Devant l’immeuble, la luxueuse berline attendait sagement. Si monsieur Madani n’était pas, à proprement parler, le chauffeur d’Eliane, cette dernière l’avait aidé à monter son affaire alors qu’il n’était encore que chauffeur de taxi surexploité dans une grande compagnie. Depuis, l’homme estimait avoir une dette inestimable envers Eliane et se rendait toujours disponible pour la conduire dès que l’occasion se présentait.
— Monsieur Madani, le salua-t-elle tandis qu’il lui tenait la portière ouverte.
— Madame Eliane, inclina-t-il légèrement la tête.
— Comment va votre fille ? se renseigna Eliane une fois qu’il fut au volant.
— Fort bien, merci, même si elle se réjouissait de rencontrer votre petit-fils…
Jules ? Que venait faire Jules dans une conversation entre Eliane et son chauffeur.
— La situation a changé, l’interrompit Eliane en adressant un sourire au rétroviseur. Mais j’ai deux autres petits-fils, vous savez.
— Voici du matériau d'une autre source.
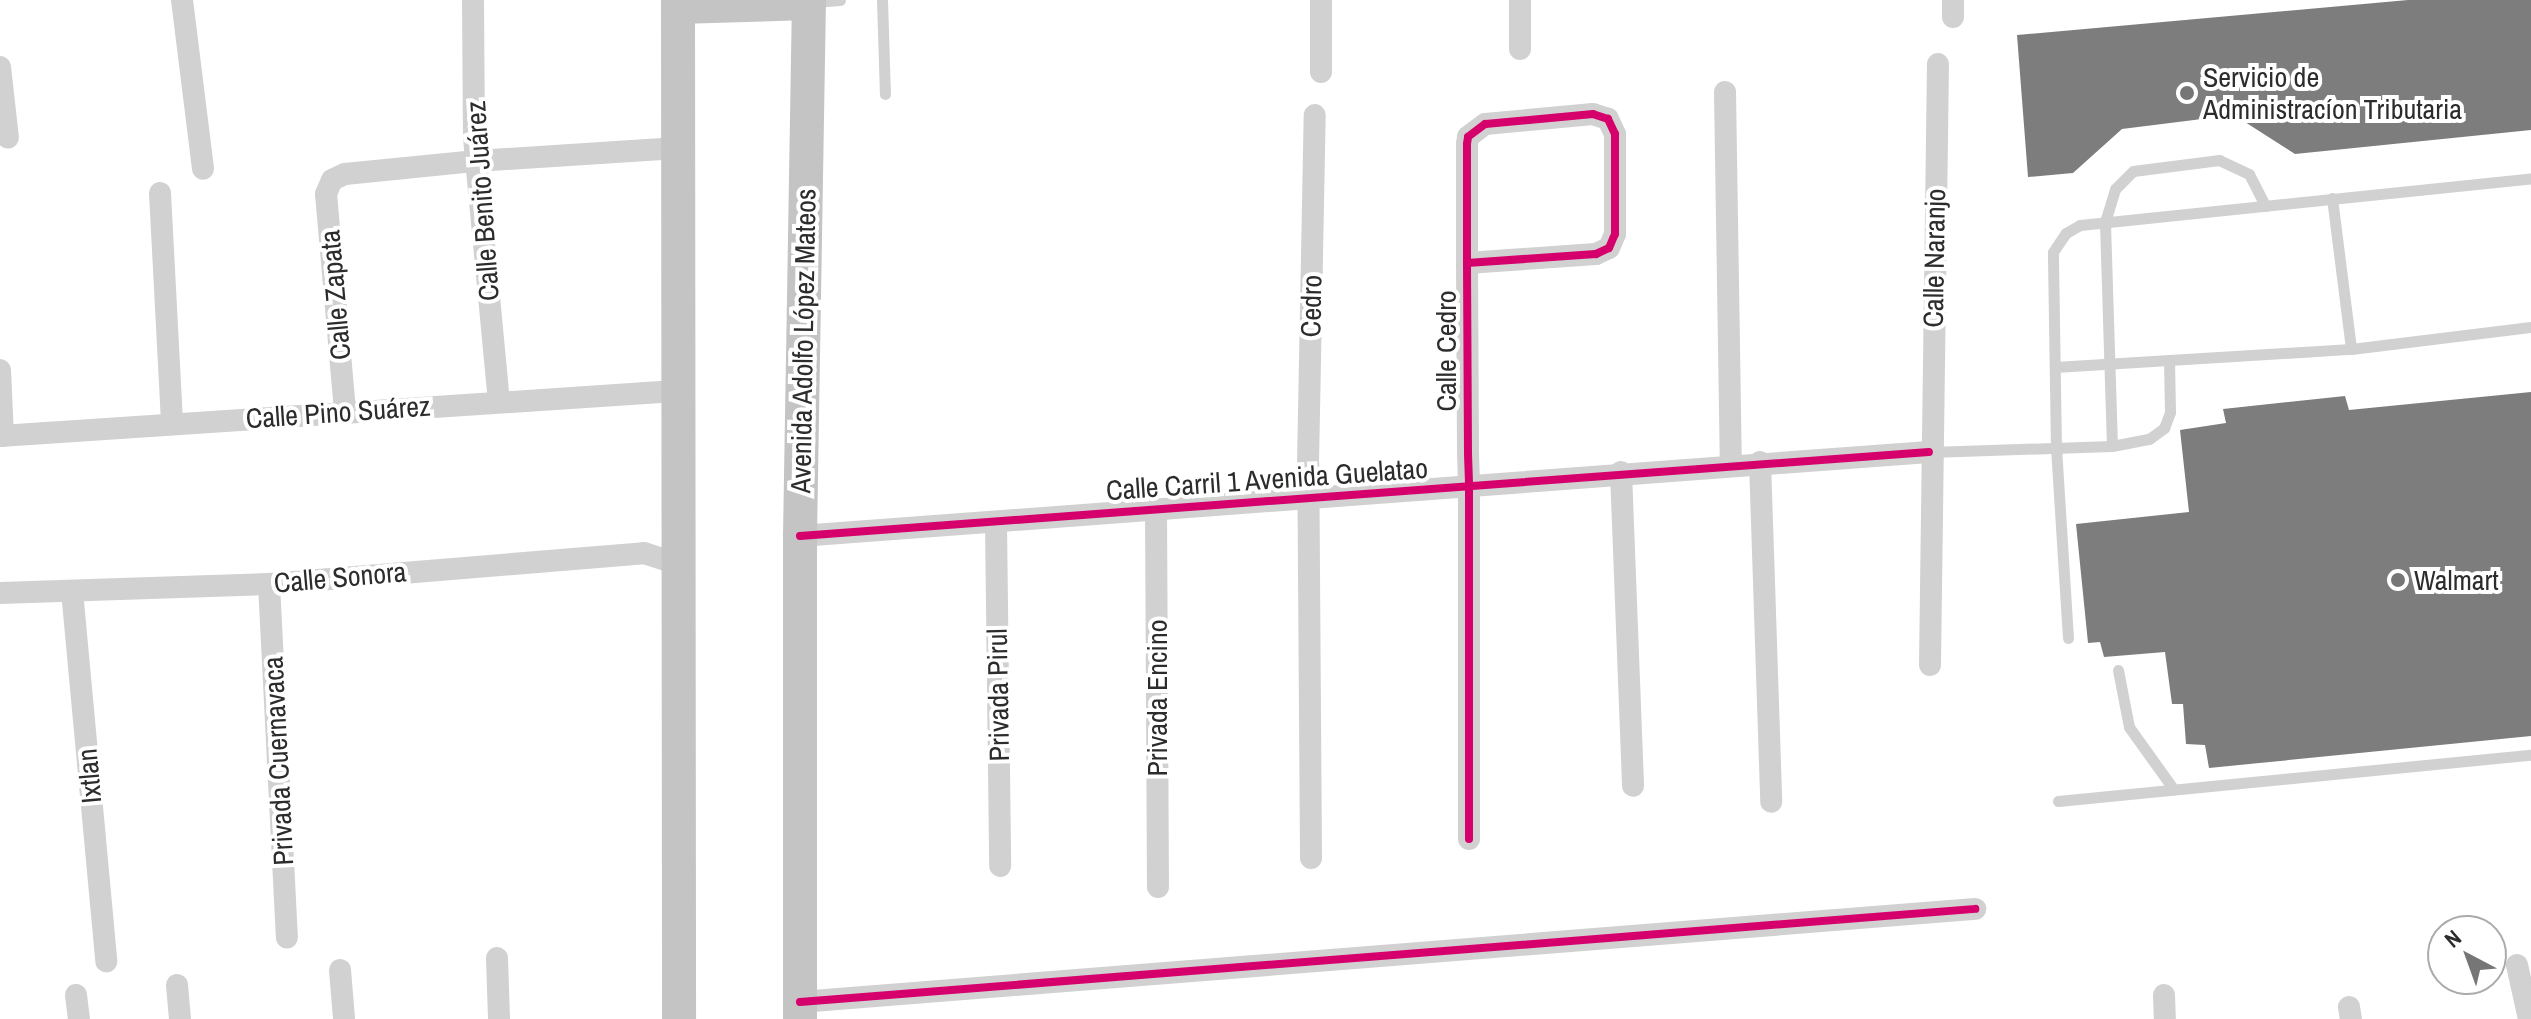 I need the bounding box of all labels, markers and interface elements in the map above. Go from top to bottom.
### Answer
place label: Servicio de Administracíon Tributaria [2203,60,2463,126]
marker: Servicio de Administracíon Tributaria [2178,84,2196,102]
street label: Calle Benito Juárez [458,100,506,302]
street label: Avenida Adolfo López Mateos [784,188,822,494]
street label: Calle Naranjo [1916,188,1952,328]
street label: Calle Zapata [313,229,357,361]
street label: Cedro [1294,274,1328,338]
street label: Calle Cedro [1429,290,1463,412]
street label: Calle Pino Suárez [245,389,431,435]
street label: Calle Carril 1 Avenida Guelatao [1104,451,1430,507]
street label: Calle Sonora [272,554,408,600]
place label: Walmart [2414,563,2499,597]
marker: Walmart [2389,571,2407,589]
street label: Privada Encino [1140,620,1174,776]
street label: Privada Pirul [980,628,1016,762]
street label: Privada Cuernavaca [256,656,300,866]
street label: Ixtlan [70,747,108,805]
north arrow [2427,915,2507,995]
text: N [2438,923,2467,954]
Deux ? Comment ça ? Oh mon Dieu, est-ce que le premier d’entre eux était Dorian ?
— Attends, est-ce que tu… commença Joséphine avant qu’une paume flétrie ne se dépose contre sa bouche pour la contraindre au silence.
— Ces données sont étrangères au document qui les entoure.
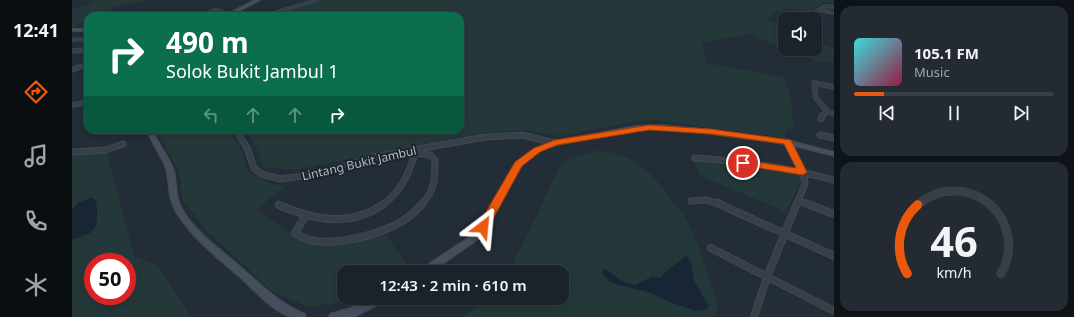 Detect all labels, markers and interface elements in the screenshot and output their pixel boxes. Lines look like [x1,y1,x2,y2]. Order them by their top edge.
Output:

— Chut ! intima Eliane. On est bientôt arrivé.
Non, ils ne l’étaient pas, mais la diversion opéra sur Joséphine qui reporta attention et regard par-delà la fenêtre de voiture. Ils avaient traversé le fleuve et depuis la rive gauche s’approchait de Notre Dame. Où pouvaient-ils bien se rendre ? Eliane ne l’avait pas précisé. Au vue de leur tenue, il s’agissait d’un endroit luxueux. Un musée ? Un hôtel particulier peut-être ? L’Odéon ? Non, la voiture venait de le dépasser. Musée d’Orsay, alors ? Non plus, Joséphine l’observa s’éloigner. Que restait-il alors ? L’Assemblée nationale ? Pas le genre d’une levée de fonds, au contraire. Les Invalides peut-être ? Non plus, la berline tourna avant de les atteindre et traversa la Seine dans l’autre sens. Depuis la Concorde, Joséphine comprit que leur destination se trouvait rive droite, finalement. Et en traversant la place de la Madeleine, son rythme cardiaque s’accéléra brutalement. Cette voiture était-elle lancée à pleine vitesse en direction de…?
— Eliane, gronda Joséphine en étirant la dernière syllabe.
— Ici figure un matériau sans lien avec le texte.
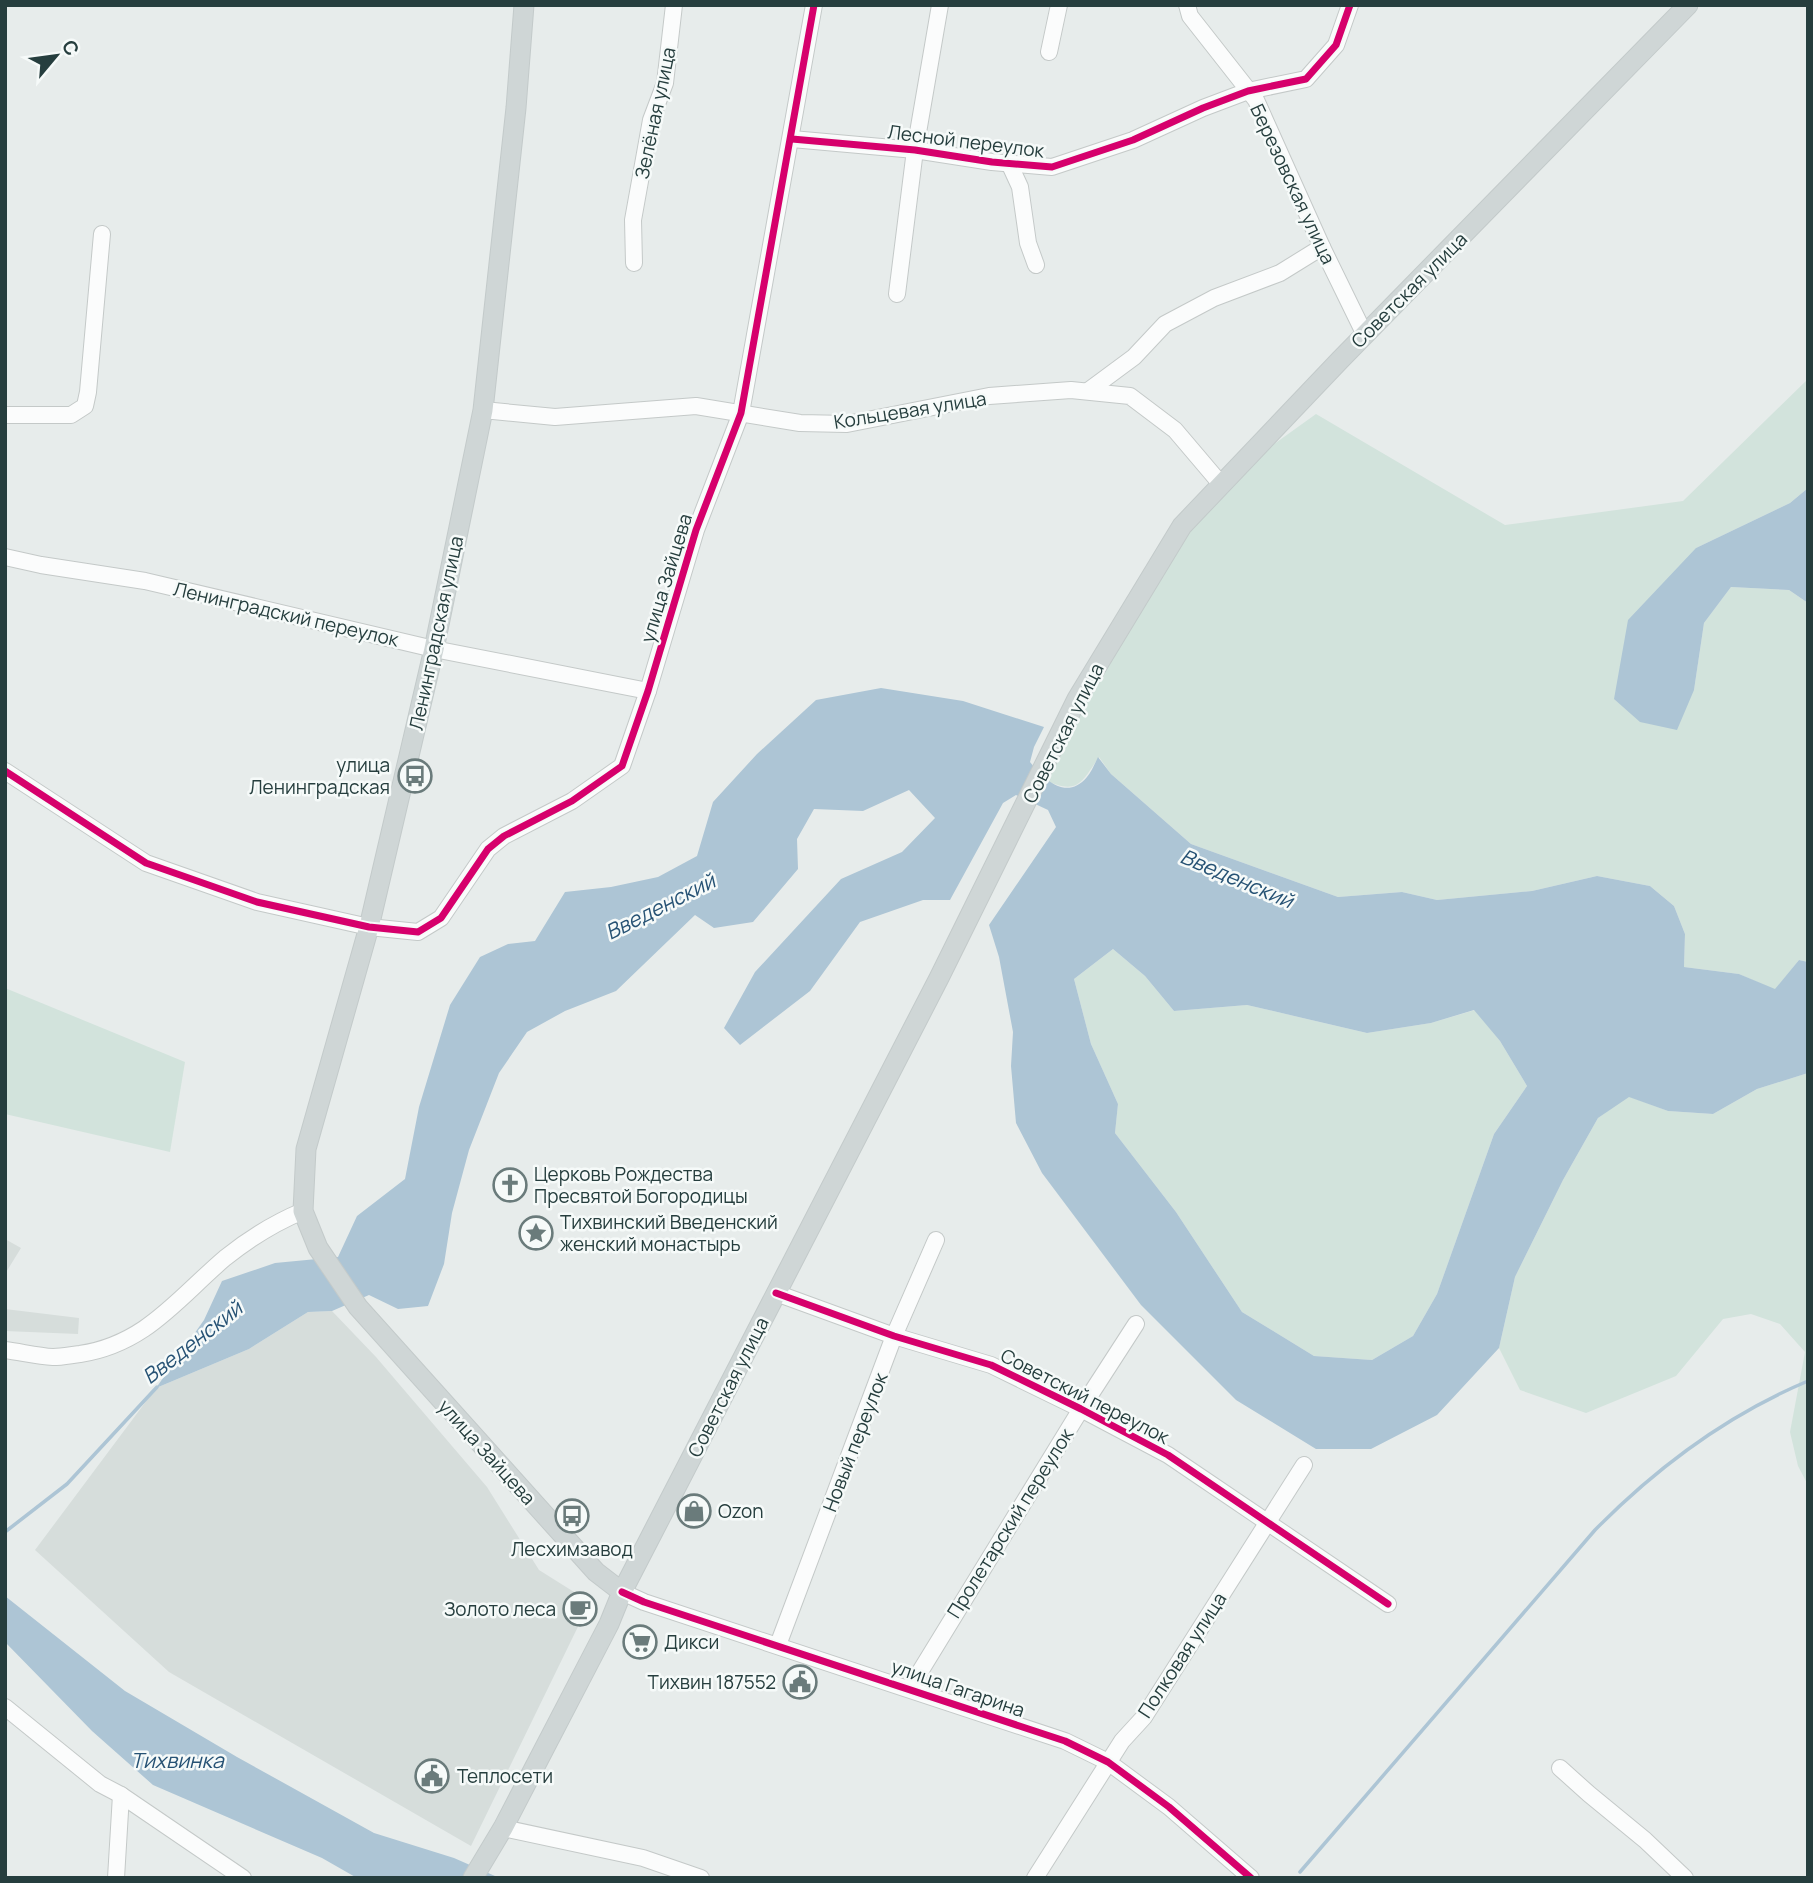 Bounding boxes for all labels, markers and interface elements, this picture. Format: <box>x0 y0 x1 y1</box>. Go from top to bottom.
north arrow <box>21 21 91 91</box>
text: С <box>56 35 86 60</box>
street label: Зелёная улица <box>628 45 682 181</box>
street label: Березовская улица <box>1244 100 1342 268</box>
street label: Лесной переулок <box>886 119 1046 164</box>
street label: Советская улица <box>1345 226 1473 354</box>
street label: Кольцевая улица <box>832 385 988 435</box>
street label: улица Зайцева <box>634 510 698 646</box>
street label: Ленинградская улица <box>403 533 469 733</box>
street label: Ленинградский переулок <box>171 575 402 653</box>
street label: Советская улица <box>1016 659 1110 807</box>
place label: улица Ленинградская <box>249 752 390 800</box>
bus stop icon: улица Ленинградская <box>396 757 434 795</box>
water label: Введенский <box>1176 842 1299 915</box>
water label: Введенский <box>600 865 721 946</box>
place label: Церковь Рождества Пресвятой Богородицы <box>534 1161 748 1209</box>
church icon: Церковь Рождества Пресвятой Богородицы <box>491 1166 529 1204</box>
place label: Тихвинский Введенский женский монастырь <box>560 1209 778 1257</box>
place icon: Тихвинский Введенский женский монастырь <box>517 1214 555 1252</box>
water label: Введенский <box>136 1293 249 1390</box>
street label: Советская улица <box>681 1313 775 1461</box>
street label: Советский переулок <box>996 1342 1174 1450</box>
street label: Новый переулок <box>817 1368 894 1515</box>
street label: улица Зайцева <box>433 1394 541 1510</box>
street label: Пролетарский переулок <box>941 1423 1079 1623</box>
shop icon: Ozon <box>675 1492 713 1530</box>
bus stop icon: Лесхимзавод <box>553 1497 591 1535</box>
place label: Ozon <box>718 1498 764 1524</box>
place label: Лесхимзавод <box>511 1536 633 1562</box>
street label: Полковая улица <box>1132 1587 1232 1723</box>
cafe icon: Золото леса <box>561 1590 599 1628</box>
place label: Золото леса <box>444 1596 556 1622</box>
supermarket icon: Дикси <box>621 1623 659 1661</box>
place label: Дикси <box>664 1629 719 1655</box>
street label: улица Гагарина <box>888 1653 1028 1723</box>
public building icon: Тихвин 187552 <box>781 1663 819 1701</box>
place label: Тихвин 187552 <box>648 1669 776 1695</box>
water label: Тихвинка <box>130 1746 225 1774</box>
public building icon: Теплосети <box>413 1757 451 1795</box>
place label: Теплосети <box>457 1763 553 1789</box>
Mais celle-ci ne répondit pas, feignant une surdité soudaine tout en pianotant sur son téléphone portable.
— Eliane ! répéta Joséphine d’un timbre d’où filtrait la panique désormais.
Une panique qui s’empara définitivement d’elle lorsque la berline s’immobilisa aux pieds du Palais Garnier. Sur son parvis s’entassaient quelques groupuscules endimanchés. Le regard de Joséphine n’eut aucune difficulté à se poser sur celui où se trouvait Dorian, une coupe à la main, probablement dans l’attente d’Eliane. Mais ce fut la portière de Joséphine que monsieur Madani décida d’ouvrir en premier. Une Joe qu’Eliane poussa de toutes ses maigres forces pour la contraindre à sortir de cet habitacle qui lui semblait très attractif désormais.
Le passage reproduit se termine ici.